[Records supplied]:
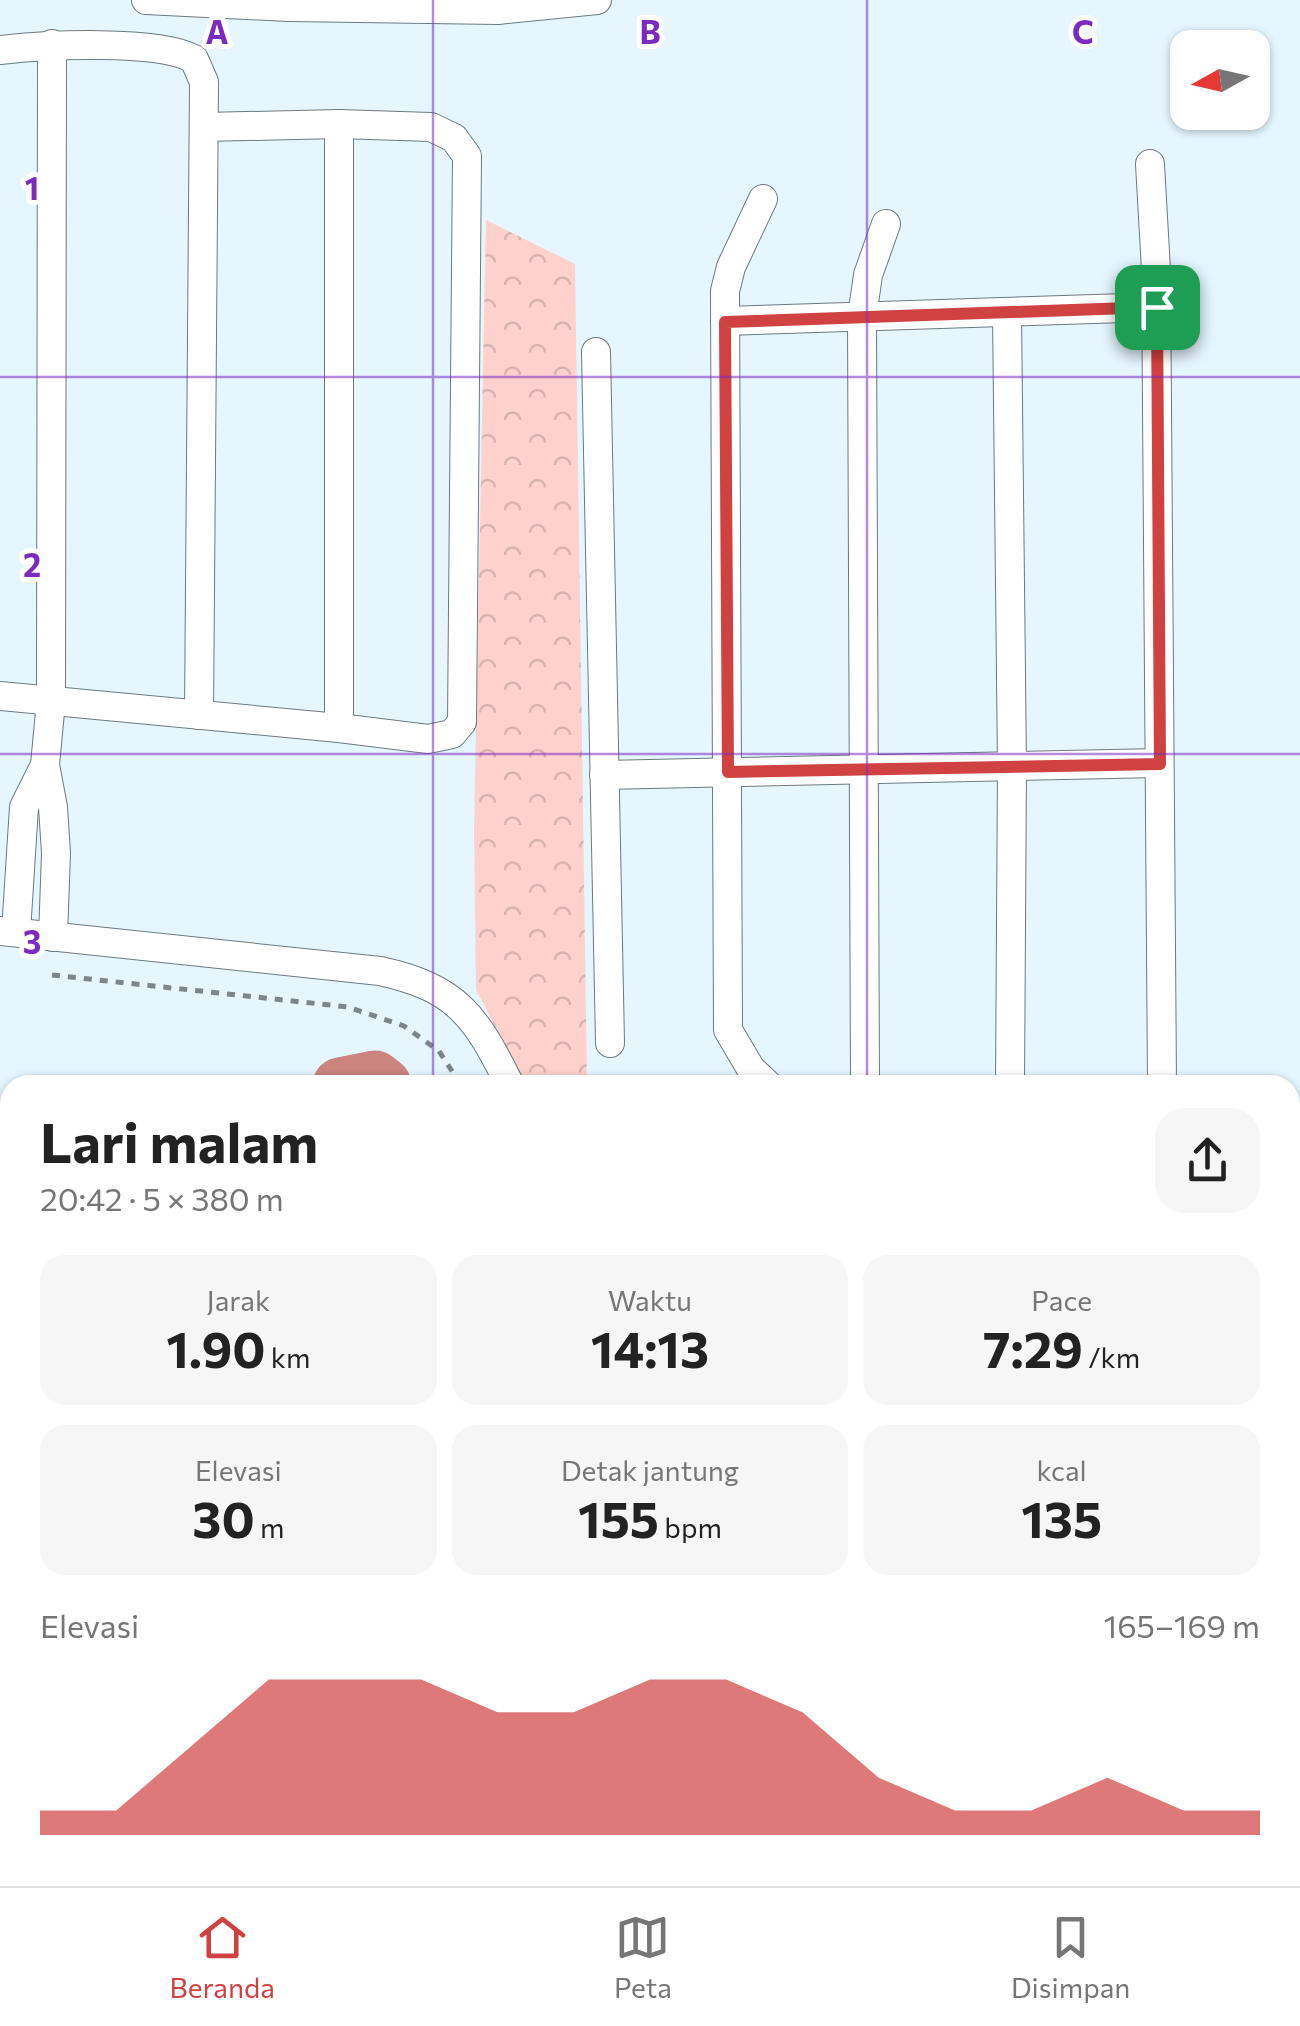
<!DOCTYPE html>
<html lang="id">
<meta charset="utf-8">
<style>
:root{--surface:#fff;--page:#f6f6f6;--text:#222;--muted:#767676;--line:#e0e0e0;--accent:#d04141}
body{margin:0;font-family:Commissioner,sans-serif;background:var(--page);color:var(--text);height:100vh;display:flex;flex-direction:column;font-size:38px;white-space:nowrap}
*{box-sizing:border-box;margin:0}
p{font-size:32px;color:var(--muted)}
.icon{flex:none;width:55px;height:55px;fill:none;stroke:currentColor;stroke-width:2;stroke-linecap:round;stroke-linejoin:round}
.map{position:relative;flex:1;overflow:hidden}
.side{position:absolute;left:0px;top:1075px;width:1300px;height:812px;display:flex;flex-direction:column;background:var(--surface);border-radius:30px 30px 0 0;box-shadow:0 2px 8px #0004}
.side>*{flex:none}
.needle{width:65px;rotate:262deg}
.buttons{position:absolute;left:1170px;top:30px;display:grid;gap:20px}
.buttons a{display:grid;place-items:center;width:100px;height:100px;border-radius:20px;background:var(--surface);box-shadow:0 2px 8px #0004;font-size:50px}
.pin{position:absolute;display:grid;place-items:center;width:85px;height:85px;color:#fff;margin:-42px;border-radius:20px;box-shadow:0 5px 15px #0006}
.round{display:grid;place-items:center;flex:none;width:105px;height:105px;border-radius:30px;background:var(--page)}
.head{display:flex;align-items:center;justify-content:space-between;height:170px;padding:0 40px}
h1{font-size:55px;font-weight:700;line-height:75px}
.metrics{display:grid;grid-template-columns:repeat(3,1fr);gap:15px;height:170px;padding:10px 40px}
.metrics div{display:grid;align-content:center;border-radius:25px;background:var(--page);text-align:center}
.metrics b{font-size:50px;font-weight:700}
.metrics small{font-size:28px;font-weight:400}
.metrics p{font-size:28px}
.chart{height:280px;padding:20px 40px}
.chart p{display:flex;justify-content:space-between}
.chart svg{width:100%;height:180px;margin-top:10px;fill:var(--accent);opacity:.7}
.tab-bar{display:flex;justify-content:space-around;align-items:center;height:140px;border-top:2px solid var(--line);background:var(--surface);font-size:28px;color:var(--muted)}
.tab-bar a{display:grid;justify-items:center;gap:5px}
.tab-bar .selected{color:var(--accent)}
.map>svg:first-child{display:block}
</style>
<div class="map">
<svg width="1300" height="1886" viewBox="0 0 1300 1886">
<defs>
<pattern id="forest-crowns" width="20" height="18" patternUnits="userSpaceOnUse" patternTransform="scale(2.5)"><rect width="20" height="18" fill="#fed1cd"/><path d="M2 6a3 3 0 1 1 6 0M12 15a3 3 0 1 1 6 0" fill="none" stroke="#d9b3b0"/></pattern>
</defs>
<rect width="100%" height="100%" fill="#e5f6fe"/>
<!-- forest -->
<path fill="url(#forest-crowns)" d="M486 220 575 264 587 1085H526L476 990 474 830Z"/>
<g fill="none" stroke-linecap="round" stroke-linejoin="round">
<!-- river -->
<g stroke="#cc847e" stroke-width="55">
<path d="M340 1085 375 1078 384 1085"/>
<path d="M0 1357 10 1355"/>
<path d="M1290 1711H1300"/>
</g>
<defs>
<g id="street">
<path d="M146 0 289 7 498 10 597 0"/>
<path d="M52 44 51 701 45 765 53 807 56 853 53 937"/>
<path d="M0 50C43 45 158 39 194 59L204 82 199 715"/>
<path d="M339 124V728"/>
<path d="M1150 164 1156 270 1162 1085"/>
<path d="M763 199 731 267 725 291 728 1030 751 1069 768 1085"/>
<path d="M1007 312 1012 766 1010 1085"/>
<path d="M725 321 1157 307"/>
<path d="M596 352 610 1043"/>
<path d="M0 696 339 728 428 739 452 734 462 722 467 156 454 138 431 127 339 124 204 127"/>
<path d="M604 775 1159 763"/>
<path d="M0 931 380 971C458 988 476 1017 510 1085"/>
<path d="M16 932 24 807 45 765"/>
<path d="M865 1085 862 317 868 275 886 224"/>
<path d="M0 1455 10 1451"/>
<path d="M1290 1571H1300"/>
<path d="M0 1597 10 1621"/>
<path d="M0 1712 10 1739"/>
<path d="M50 1878 51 1886"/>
<path d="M332 1878 340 1886"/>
<path d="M515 1878 516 1886"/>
</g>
</defs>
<!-- street casing -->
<use href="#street" stroke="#6b7a81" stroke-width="30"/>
<!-- path -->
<g stroke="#7b868b" stroke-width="5" stroke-dasharray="8 8" stroke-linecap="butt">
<path d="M52 975 348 1007 404 1026 439 1051 461 1085"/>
<path d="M1290 1608H1300"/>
</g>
<!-- street -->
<use href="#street" stroke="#fff" stroke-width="28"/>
</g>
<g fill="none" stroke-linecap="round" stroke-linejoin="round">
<defs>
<path id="route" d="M1157 307 1160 764 728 772 725 322Z"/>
</defs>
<!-- route casing -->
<use href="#route" stroke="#fff" stroke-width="20"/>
<!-- route -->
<use href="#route" stroke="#d04141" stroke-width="12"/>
</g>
<!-- grid -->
<path fill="none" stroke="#7b2cbf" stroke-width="2.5" stroke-opacity="0.55" d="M433 0V1085M867 0V1085M0 377H1300M0 754H1300M0 1132H10M1290 1132H1300M0 1509H10M1290 1509H1300M433 1878V1886M867 1878V1886"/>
<g font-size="32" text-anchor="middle" font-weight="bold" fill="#7b2cbf" stroke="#fff" stroke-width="10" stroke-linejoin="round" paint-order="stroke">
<text x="217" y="44">A</text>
<text x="650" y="44">B</text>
<text x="1083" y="44">C</text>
<text x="32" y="200">1</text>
<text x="32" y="577">2</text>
<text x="32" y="954">3</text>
</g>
</svg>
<div class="buttons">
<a><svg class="needle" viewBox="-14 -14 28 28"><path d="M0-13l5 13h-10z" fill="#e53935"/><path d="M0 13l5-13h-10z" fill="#767676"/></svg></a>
</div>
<div class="pin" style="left:1157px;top:307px;background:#1e9e55"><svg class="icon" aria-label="arrive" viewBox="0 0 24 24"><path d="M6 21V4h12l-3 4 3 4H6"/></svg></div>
<section class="side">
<div class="head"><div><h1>Lari malam</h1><p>20:42 · 5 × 380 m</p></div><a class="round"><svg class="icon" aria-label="share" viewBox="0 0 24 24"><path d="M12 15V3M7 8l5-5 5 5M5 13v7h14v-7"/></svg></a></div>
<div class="metrics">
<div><p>Jarak</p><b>1.90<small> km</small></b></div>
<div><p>Waktu</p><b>14:13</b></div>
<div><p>Pace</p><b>7:29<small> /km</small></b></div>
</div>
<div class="metrics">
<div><p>Elevasi</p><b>30<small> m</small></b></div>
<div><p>Detak jantung</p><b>155<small> bpm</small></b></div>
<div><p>kcal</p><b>135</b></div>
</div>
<div class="chart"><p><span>Elevasi</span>165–169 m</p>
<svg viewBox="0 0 160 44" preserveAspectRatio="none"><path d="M0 44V38L10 38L20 22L30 6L40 6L50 6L60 14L70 14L80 6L90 6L100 14L110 30L120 38L130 38L140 30L150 38L160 38V44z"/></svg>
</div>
</section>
</div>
<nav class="tab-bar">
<a class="selected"><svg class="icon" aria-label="home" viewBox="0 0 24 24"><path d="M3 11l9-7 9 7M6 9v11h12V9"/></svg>Beranda</a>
<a><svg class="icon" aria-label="map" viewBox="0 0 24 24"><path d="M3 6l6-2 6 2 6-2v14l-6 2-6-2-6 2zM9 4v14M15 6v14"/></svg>Peta</a>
<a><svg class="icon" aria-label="saved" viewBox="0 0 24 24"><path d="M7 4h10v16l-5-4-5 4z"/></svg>Disimpan</a>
</nav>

[Problem to work on]: Which lines of the listing above hold the word "linecap"? Copy each of them.

[Response to the exercise]:
.icon{flex:none;width:55px;height:55px;fill:none;stroke:currentColor;stroke-width:2;stroke-linecap:round;stroke-linejoin:round}
<g fill="none" stroke-linecap="round" stroke-linejoin="round">
<g stroke="#7b868b" stroke-width="5" stroke-dasharray="8 8" stroke-linecap="butt">
<g fill="none" stroke-linecap="round" stroke-linejoin="round">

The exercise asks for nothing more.